Read this:
https://www.mrmoneymustache.com/2016/01/13/an-interview-with-the-lawyer-who-retired-at-33/Investment banking is brutal, but if you can hack it for a while and sock away your money you can indeed retire very early. Just be very very careful about lifestyle creep because people will push you to blow money like it is going to catch fire in your wallet.
In your first couple of years you will not learn much about investing because you will be in the soul suck of modelling and due diligence. You'll learn about investing later, but it will be useless for your civilian life since the amounts of money and complexity are staggering. This is the other thing to look out for: if you get into IB it means you are smart, but remember you are not THAT smart and stick to the good old boring index funds.
Learn hard math - you won't need it but it helps to be able to think fast when it comes to numerical stuff. You will need to be a mix of disciplined, ruthless and personable (being a high functioning sociopath helps you hit that sweet spot, but it is not necessary and it tends to be frowned upon).
You'll need to go hard for IB but remember that financial services has a million flavors. Private Equity, Venture Capital, Wealth Management, various kinds of trading - all of these people make a lot of money. That is not even to mention the operational and back office stuff - less glamorous but also a bit less intense and still paid above the average for similar positions in their same specialties.

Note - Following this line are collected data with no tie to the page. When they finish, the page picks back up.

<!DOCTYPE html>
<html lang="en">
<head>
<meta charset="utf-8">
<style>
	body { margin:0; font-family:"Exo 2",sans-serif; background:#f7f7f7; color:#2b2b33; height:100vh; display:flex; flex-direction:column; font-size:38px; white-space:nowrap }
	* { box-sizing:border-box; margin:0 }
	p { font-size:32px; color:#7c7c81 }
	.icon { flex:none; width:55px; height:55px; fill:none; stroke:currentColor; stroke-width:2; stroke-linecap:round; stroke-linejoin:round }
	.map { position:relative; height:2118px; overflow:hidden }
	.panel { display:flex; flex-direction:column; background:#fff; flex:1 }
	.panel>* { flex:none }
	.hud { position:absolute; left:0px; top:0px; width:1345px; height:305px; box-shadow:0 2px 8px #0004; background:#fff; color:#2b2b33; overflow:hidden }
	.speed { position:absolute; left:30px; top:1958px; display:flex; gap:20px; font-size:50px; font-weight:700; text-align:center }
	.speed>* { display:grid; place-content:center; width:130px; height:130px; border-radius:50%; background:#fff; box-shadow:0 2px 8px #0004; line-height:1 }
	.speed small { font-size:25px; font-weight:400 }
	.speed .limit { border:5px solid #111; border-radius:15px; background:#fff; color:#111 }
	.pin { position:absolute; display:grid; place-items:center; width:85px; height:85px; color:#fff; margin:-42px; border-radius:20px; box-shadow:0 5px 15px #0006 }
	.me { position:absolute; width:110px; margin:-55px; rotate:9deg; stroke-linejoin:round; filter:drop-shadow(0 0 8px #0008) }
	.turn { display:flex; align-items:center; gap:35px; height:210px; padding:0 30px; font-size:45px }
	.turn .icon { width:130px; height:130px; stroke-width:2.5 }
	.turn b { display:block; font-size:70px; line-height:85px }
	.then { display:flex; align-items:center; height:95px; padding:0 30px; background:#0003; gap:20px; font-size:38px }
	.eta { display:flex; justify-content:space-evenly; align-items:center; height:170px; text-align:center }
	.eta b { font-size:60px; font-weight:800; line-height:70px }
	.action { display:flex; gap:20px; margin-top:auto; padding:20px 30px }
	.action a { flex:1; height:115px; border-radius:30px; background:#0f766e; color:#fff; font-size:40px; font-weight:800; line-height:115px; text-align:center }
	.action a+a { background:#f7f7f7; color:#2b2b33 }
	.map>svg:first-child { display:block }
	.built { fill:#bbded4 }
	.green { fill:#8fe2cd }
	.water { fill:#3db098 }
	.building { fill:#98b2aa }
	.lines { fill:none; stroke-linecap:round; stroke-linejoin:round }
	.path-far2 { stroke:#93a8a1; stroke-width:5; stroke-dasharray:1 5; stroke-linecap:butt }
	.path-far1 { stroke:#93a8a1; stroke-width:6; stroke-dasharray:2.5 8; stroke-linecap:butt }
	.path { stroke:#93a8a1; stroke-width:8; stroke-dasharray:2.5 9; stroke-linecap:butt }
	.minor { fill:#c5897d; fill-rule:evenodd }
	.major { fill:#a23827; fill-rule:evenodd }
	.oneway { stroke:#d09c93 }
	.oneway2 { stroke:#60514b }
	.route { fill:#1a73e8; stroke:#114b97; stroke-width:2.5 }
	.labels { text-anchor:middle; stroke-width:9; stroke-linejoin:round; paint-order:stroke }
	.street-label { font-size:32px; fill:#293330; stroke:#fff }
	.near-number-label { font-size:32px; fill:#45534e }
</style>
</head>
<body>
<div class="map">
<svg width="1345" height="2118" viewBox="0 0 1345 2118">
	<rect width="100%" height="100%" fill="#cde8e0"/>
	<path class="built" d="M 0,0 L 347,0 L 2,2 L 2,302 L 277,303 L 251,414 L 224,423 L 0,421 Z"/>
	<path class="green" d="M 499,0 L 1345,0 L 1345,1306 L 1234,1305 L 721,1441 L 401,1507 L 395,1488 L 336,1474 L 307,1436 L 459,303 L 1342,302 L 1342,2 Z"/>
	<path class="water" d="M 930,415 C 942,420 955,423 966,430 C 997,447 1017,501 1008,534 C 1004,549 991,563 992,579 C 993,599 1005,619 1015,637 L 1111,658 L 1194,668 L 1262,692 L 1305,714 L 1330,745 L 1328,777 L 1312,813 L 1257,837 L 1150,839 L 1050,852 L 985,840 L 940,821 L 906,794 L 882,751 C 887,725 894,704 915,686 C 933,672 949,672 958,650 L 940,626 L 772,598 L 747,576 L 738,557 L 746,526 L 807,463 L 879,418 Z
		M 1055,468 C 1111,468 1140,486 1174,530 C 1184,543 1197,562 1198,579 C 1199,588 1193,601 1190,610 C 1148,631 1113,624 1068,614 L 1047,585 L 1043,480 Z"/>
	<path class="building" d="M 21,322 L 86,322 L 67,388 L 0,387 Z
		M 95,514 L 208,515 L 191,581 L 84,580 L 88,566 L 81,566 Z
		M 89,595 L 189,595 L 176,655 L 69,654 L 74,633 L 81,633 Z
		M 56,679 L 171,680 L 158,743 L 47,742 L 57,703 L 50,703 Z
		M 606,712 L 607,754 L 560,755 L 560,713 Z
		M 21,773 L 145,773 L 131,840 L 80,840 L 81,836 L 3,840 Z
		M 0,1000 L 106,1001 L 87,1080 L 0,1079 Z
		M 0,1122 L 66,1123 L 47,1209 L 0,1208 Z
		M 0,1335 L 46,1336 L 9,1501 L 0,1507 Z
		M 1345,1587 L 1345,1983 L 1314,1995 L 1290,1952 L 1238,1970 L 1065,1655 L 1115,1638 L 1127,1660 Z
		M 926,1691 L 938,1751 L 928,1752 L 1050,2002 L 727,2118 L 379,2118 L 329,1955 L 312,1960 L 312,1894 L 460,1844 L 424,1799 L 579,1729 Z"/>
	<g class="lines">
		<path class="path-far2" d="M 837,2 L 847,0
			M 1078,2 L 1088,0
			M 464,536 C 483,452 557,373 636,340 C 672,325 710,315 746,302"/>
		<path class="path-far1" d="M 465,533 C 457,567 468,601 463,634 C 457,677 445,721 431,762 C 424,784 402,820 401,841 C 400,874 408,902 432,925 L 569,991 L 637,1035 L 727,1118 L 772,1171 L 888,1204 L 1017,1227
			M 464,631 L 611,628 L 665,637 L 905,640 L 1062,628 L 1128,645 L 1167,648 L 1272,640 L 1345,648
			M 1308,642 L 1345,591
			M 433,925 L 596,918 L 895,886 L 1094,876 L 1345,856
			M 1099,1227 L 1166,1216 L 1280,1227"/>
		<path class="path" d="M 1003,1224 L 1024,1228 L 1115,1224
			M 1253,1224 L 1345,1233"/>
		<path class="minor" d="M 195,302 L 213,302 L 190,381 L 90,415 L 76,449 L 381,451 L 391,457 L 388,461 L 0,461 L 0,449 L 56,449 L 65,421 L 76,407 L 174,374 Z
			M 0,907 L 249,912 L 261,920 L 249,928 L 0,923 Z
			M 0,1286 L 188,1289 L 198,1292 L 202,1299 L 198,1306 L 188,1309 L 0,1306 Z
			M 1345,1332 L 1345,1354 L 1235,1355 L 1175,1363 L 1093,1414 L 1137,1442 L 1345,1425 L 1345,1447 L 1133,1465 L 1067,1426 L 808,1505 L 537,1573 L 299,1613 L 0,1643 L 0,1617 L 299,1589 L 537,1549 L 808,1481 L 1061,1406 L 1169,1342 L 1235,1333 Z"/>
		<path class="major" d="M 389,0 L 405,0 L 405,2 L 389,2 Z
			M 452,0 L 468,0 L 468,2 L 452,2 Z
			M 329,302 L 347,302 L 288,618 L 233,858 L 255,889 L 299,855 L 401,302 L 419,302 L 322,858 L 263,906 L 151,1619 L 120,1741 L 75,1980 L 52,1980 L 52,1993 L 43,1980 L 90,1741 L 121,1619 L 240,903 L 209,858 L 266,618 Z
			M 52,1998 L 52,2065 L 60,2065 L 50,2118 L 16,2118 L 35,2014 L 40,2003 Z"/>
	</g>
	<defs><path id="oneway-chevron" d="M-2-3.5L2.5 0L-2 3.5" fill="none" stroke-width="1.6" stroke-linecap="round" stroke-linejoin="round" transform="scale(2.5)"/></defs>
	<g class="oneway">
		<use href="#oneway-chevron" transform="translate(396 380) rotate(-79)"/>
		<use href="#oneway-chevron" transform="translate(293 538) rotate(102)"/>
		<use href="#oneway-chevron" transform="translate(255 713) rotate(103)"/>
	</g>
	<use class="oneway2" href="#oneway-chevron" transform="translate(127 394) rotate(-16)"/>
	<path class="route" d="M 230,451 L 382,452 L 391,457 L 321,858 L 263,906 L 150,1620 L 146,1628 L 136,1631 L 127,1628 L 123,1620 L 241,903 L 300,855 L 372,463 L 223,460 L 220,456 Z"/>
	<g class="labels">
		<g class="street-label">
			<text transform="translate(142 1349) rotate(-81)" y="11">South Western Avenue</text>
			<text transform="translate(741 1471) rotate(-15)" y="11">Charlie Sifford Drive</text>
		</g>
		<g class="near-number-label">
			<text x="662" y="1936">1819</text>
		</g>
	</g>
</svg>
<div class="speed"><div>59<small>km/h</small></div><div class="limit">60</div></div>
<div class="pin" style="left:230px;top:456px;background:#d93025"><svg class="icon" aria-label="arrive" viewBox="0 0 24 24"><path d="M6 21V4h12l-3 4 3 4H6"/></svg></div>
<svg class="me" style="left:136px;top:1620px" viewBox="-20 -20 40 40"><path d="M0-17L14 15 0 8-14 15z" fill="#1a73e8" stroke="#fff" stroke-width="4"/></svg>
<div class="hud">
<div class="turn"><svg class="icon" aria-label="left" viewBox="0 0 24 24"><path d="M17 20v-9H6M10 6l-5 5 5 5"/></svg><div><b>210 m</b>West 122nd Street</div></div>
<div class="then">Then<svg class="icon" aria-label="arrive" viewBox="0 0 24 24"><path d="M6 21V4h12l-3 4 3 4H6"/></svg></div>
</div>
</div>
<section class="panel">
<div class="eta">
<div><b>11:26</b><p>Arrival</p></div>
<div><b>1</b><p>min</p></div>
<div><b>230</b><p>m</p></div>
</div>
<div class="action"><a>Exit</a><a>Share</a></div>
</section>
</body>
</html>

And have some fun too. Make lots of friends in college, and a few really good ones - those are the people you may end up crossing paths with in your professional life and may also be the ones you can always count on in your personal one. The slightly odd international student with the incomprehensible accent may turn out to be a really cool person - make friends with them; they are probably even more confused about the experience than you.
Most times, it is ok to drink but the quicker you learn not to drink yourself stupid, the better. You will look back one day and wonder how you drank that swill in college anyway.
Travel if you can. Hell, even take a year off and go be a bum somewhere strange and wonderful. It may seem that you have to race to your goal now and thread the straight and narrow to get a good job, but that is absolutely not true. Firms like people who have interesting life experiences - as long as you don't derail and let your grades go to down the toilet (keep'em high), you will be fine. You do need to get into banking while you are bright-eyed and bush-tailed to put up with the grind, but a year or two living abroad and learning a language won't kill you (it is better to do it before your Jr or Sr year because that is when they recruit).
And if you don't make it into banking, don't sweat it. There are a ton of good gigs out there. Some will require you to work longer to FI, but you may actually lose the rush if you like what you are doing . If you struggle to get into the industry or are miserable in it those are probably indications that you are better suited for something else - probably lots of something elses.
Read widely. It will make you more interesting and your mind quicker. You may need to grasp how a laser manufacturer works one month and then come up to speed on the concrete industry in the next. If your mind is able to grasp things fast beyond the numbers you will do well. Besides, Plato is pretty cool, the Illiad has enough blood and gore to make Tarantino blush, and there are some great dirty jokes in Shakespeare. Take a weird class or a few just because they have an interesting title. "The Sociology of Game of Thrones" probably has some bullshit in it, but it is likely to be hella interesting. Do the cool kids even say 'hella' anymore? I feel our of the loop since "yeet" emerged and I have no idea what it means.
If you start dating someone that makes you feel bad about yourself, DTMFA. Life is too short for shitty people. Don't be shitty yourself. When in doubt, always choose kindness over any other option.
Put the toilet seat down, or don't complain when it is up (depending on your persuasion). Little things matter sometimes, and sometimes they don't. Either way, don't be that guy or girl.
Live well. More than a job training ground, school should be a place where you try to figure out what that means to you.